[Start of section]

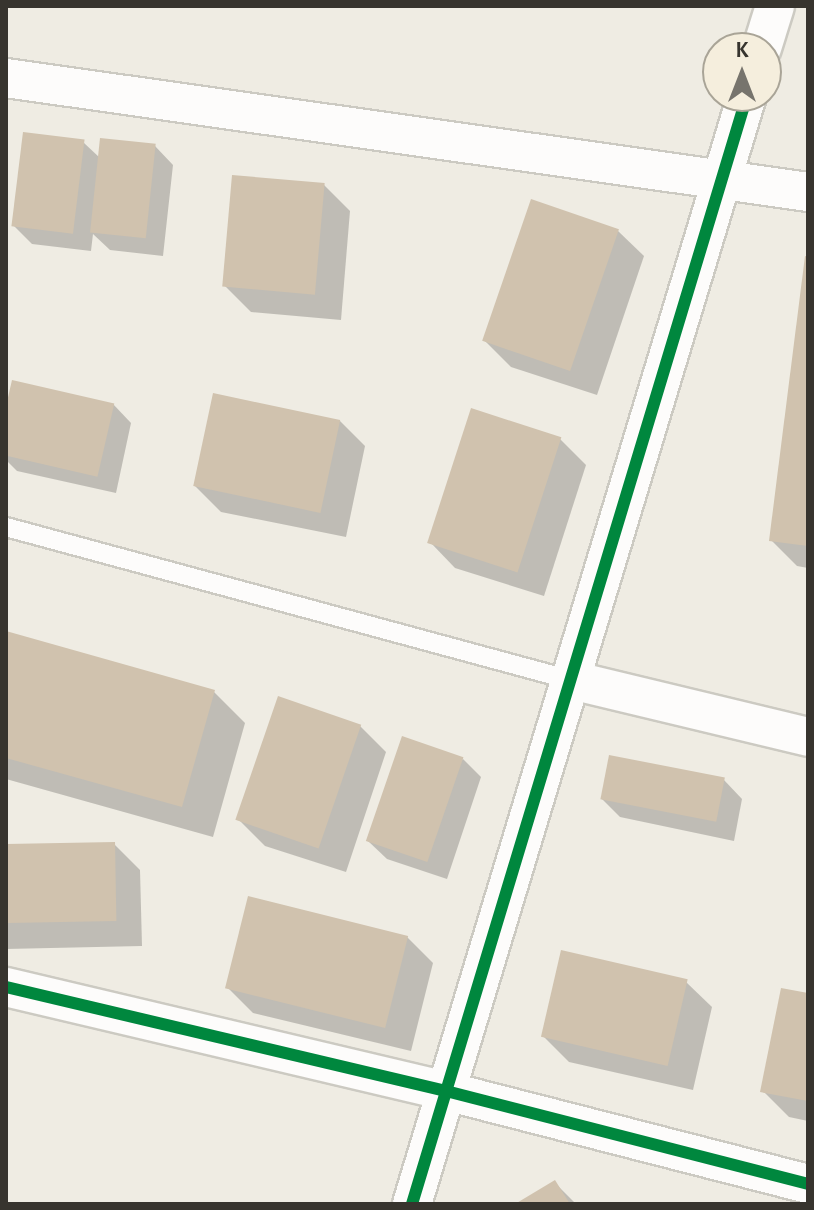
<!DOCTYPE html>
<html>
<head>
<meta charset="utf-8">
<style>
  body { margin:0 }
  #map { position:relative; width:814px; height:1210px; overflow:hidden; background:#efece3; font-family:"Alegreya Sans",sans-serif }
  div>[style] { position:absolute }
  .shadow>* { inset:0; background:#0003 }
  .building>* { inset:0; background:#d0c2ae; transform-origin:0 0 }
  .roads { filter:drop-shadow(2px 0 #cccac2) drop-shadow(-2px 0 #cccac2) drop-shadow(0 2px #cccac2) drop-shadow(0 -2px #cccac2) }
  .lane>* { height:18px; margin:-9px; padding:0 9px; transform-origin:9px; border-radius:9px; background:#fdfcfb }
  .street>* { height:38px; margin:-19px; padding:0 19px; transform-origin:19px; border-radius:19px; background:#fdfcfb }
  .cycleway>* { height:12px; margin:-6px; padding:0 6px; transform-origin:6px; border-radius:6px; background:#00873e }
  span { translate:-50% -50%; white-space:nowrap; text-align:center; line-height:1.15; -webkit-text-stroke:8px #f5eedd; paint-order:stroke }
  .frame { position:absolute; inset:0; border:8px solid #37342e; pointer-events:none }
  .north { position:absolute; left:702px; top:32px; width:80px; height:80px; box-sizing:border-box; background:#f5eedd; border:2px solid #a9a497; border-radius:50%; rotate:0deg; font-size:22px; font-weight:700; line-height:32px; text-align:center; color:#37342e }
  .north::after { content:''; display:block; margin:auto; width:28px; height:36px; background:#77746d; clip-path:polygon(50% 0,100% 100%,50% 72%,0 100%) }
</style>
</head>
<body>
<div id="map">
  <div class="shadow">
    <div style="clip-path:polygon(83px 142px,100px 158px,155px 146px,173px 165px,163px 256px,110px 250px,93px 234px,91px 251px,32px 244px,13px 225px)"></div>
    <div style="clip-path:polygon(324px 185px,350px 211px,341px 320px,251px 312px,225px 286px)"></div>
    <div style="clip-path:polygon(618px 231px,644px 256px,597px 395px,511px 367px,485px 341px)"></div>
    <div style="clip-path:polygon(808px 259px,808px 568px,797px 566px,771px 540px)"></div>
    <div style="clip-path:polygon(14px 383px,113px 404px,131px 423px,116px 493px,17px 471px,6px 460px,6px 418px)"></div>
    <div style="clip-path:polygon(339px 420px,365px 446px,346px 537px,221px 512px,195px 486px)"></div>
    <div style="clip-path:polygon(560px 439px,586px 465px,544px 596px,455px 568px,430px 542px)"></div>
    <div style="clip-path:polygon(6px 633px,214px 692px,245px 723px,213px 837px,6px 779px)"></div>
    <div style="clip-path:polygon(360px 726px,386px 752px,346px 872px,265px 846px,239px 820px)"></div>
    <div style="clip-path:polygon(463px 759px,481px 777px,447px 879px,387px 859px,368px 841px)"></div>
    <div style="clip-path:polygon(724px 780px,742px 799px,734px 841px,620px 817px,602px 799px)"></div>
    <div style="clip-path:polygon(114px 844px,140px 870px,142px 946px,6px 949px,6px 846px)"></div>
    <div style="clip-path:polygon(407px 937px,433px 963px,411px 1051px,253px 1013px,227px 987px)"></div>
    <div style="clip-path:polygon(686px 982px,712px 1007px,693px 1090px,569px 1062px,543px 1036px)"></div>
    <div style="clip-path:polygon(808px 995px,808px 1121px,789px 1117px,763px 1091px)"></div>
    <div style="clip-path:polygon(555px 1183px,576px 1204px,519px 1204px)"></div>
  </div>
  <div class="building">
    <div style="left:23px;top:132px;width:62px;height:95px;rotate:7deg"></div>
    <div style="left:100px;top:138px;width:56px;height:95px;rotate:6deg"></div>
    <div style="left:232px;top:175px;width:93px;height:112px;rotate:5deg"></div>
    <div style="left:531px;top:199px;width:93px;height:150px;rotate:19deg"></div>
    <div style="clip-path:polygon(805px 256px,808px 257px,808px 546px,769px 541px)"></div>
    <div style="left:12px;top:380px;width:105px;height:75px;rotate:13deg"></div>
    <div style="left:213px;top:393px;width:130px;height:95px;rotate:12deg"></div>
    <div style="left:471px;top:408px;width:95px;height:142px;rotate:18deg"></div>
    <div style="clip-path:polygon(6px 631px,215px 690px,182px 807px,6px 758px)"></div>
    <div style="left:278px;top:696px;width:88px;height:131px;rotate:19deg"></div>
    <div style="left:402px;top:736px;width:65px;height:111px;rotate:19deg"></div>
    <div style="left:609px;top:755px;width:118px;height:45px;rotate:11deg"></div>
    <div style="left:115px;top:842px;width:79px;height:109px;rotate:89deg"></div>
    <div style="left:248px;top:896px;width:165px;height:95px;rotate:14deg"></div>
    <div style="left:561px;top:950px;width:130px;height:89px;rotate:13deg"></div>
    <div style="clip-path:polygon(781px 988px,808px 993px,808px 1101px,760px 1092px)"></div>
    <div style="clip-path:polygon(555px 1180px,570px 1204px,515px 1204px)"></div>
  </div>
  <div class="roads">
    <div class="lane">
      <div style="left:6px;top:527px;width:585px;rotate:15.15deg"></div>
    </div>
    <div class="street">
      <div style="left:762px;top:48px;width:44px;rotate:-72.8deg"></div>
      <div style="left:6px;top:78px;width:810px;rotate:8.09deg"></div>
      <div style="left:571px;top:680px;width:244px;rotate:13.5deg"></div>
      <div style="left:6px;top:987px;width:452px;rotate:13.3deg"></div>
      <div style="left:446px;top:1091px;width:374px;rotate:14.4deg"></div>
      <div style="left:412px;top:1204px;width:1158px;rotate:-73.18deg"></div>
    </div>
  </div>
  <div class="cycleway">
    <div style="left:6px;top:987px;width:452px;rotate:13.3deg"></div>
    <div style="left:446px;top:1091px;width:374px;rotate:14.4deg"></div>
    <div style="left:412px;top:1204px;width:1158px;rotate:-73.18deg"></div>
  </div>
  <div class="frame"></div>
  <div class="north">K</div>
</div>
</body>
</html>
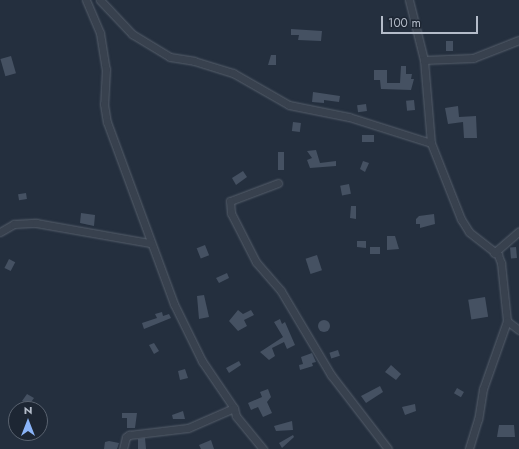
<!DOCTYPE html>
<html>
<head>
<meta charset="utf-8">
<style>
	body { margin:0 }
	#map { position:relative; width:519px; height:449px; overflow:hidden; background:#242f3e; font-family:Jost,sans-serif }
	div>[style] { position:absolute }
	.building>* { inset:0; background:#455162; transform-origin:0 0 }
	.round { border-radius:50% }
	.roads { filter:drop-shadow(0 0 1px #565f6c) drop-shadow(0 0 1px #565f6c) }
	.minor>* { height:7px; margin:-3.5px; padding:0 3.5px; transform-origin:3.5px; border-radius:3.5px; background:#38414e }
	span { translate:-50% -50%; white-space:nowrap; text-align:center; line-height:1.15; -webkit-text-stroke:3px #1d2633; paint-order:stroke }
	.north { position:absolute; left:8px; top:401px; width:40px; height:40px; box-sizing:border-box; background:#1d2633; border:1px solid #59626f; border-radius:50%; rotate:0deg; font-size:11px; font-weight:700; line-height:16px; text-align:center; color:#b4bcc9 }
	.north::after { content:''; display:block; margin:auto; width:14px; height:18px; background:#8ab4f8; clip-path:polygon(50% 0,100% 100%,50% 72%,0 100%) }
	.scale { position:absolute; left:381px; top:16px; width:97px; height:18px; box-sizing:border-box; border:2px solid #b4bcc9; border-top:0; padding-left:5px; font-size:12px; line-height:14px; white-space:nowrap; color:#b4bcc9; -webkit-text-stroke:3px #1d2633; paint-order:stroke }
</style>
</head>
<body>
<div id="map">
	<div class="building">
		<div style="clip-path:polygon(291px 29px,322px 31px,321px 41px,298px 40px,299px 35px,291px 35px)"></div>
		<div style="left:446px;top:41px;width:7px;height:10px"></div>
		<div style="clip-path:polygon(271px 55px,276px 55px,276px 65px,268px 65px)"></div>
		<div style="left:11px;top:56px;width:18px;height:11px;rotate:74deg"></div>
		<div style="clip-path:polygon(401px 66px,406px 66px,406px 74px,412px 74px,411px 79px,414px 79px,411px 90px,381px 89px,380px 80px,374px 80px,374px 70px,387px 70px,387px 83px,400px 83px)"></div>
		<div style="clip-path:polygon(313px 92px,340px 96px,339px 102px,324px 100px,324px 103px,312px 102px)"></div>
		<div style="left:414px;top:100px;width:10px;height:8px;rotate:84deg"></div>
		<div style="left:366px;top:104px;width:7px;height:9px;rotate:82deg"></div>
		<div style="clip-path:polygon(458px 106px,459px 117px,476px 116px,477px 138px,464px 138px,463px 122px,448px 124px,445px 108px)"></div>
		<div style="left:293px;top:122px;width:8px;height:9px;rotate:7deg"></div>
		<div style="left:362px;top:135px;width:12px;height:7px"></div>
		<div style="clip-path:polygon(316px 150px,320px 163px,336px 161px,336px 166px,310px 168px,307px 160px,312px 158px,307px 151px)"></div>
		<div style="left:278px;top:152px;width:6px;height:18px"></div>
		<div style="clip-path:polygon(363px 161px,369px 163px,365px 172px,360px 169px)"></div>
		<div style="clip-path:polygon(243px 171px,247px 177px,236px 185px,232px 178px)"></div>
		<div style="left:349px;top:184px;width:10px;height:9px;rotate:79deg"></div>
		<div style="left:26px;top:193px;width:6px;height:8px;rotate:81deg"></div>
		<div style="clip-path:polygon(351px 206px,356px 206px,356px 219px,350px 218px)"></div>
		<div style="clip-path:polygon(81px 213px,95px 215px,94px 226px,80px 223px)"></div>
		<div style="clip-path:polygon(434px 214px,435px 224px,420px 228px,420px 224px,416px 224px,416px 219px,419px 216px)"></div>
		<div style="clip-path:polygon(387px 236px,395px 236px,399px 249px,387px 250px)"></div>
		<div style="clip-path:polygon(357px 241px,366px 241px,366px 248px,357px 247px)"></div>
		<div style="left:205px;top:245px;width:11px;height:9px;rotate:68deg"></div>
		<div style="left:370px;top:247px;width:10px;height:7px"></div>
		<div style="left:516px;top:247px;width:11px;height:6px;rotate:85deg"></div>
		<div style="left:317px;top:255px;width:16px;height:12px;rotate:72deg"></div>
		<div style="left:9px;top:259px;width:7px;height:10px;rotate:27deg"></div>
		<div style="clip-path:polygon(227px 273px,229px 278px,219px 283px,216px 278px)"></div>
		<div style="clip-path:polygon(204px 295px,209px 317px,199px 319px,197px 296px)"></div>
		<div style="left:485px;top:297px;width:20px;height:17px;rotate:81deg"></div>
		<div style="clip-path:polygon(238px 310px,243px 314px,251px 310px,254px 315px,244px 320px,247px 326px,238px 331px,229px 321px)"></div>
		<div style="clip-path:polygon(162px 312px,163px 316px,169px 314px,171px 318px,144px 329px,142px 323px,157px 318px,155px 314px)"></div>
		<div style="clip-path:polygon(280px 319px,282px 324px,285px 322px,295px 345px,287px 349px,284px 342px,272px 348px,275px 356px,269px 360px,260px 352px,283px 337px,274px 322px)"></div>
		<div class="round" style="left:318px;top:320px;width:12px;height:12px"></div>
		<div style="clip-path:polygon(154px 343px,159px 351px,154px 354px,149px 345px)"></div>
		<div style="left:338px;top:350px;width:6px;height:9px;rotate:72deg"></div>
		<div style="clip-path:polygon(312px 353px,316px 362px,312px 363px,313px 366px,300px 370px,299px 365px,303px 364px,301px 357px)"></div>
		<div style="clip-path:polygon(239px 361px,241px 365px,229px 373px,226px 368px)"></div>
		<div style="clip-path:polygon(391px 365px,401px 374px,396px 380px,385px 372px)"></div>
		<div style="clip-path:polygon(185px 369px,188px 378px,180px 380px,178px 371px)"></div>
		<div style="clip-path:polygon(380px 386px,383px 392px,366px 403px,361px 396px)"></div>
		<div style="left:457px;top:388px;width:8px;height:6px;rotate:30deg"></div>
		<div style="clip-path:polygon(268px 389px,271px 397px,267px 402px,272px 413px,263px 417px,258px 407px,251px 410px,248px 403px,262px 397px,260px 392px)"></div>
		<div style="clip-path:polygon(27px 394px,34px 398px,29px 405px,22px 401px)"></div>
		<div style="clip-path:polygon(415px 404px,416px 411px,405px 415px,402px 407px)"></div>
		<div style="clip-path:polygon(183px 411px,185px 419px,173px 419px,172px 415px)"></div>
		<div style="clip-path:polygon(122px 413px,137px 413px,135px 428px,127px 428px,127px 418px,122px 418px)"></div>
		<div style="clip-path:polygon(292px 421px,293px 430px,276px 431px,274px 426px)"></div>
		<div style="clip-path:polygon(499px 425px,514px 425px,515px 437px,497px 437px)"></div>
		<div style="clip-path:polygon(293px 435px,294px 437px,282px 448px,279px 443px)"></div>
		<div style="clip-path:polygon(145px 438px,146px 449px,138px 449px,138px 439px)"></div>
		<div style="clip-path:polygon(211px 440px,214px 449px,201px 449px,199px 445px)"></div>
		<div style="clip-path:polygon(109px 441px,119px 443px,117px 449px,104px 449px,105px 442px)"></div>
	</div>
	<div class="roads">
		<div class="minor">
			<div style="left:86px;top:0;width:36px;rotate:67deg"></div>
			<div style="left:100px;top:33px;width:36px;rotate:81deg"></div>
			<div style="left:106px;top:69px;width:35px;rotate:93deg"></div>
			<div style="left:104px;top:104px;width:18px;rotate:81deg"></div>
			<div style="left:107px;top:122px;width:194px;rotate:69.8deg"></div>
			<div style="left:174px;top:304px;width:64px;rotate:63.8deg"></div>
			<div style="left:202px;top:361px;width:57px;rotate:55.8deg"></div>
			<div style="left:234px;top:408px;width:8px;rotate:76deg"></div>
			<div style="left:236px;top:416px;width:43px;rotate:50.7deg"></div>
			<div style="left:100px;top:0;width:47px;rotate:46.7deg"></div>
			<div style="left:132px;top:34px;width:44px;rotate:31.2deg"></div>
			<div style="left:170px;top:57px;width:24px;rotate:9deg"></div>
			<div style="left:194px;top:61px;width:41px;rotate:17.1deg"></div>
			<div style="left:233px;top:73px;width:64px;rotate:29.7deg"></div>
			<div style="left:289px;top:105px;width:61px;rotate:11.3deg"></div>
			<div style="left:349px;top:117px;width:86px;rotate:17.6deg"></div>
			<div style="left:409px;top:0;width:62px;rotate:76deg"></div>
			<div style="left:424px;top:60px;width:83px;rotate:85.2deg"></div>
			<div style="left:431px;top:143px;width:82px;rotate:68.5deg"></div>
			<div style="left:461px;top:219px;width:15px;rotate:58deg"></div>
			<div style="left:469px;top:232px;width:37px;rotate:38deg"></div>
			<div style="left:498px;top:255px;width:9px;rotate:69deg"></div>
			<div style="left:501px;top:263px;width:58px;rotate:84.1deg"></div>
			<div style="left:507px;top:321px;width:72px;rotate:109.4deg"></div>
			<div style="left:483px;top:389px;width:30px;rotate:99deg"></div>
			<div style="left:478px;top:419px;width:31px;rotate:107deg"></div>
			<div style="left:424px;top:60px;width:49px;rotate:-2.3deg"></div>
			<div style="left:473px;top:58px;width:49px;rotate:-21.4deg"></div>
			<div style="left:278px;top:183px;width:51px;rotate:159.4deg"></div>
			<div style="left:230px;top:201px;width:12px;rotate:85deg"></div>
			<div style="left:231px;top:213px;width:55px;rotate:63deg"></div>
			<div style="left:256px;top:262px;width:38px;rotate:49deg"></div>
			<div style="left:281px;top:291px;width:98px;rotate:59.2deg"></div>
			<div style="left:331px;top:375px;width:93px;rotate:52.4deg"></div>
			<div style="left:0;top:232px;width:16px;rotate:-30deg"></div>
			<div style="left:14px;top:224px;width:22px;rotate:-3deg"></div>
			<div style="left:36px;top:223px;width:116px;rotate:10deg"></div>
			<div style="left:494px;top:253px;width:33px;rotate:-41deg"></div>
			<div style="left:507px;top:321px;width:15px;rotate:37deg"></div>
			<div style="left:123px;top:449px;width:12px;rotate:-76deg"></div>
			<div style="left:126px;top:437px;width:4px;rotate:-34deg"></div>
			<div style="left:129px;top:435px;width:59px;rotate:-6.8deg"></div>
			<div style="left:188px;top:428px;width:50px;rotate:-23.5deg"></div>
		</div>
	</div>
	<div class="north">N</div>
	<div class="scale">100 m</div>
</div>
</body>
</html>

[End of section]

WORK REQUIRED: Every line in the records above that contains the word "relative" should be copied out.

ANSWER FOR THIS EXERCISE:
  #map { position:relative; width:814px; height:1210px; overflow:hidden; background:#efece3; font-family:"Alegreya Sans",sans-serif }
	#map { position:relative; width:519px; height:449px; overflow:hidden; background:#242f3e; font-family:Jost,sans-serif }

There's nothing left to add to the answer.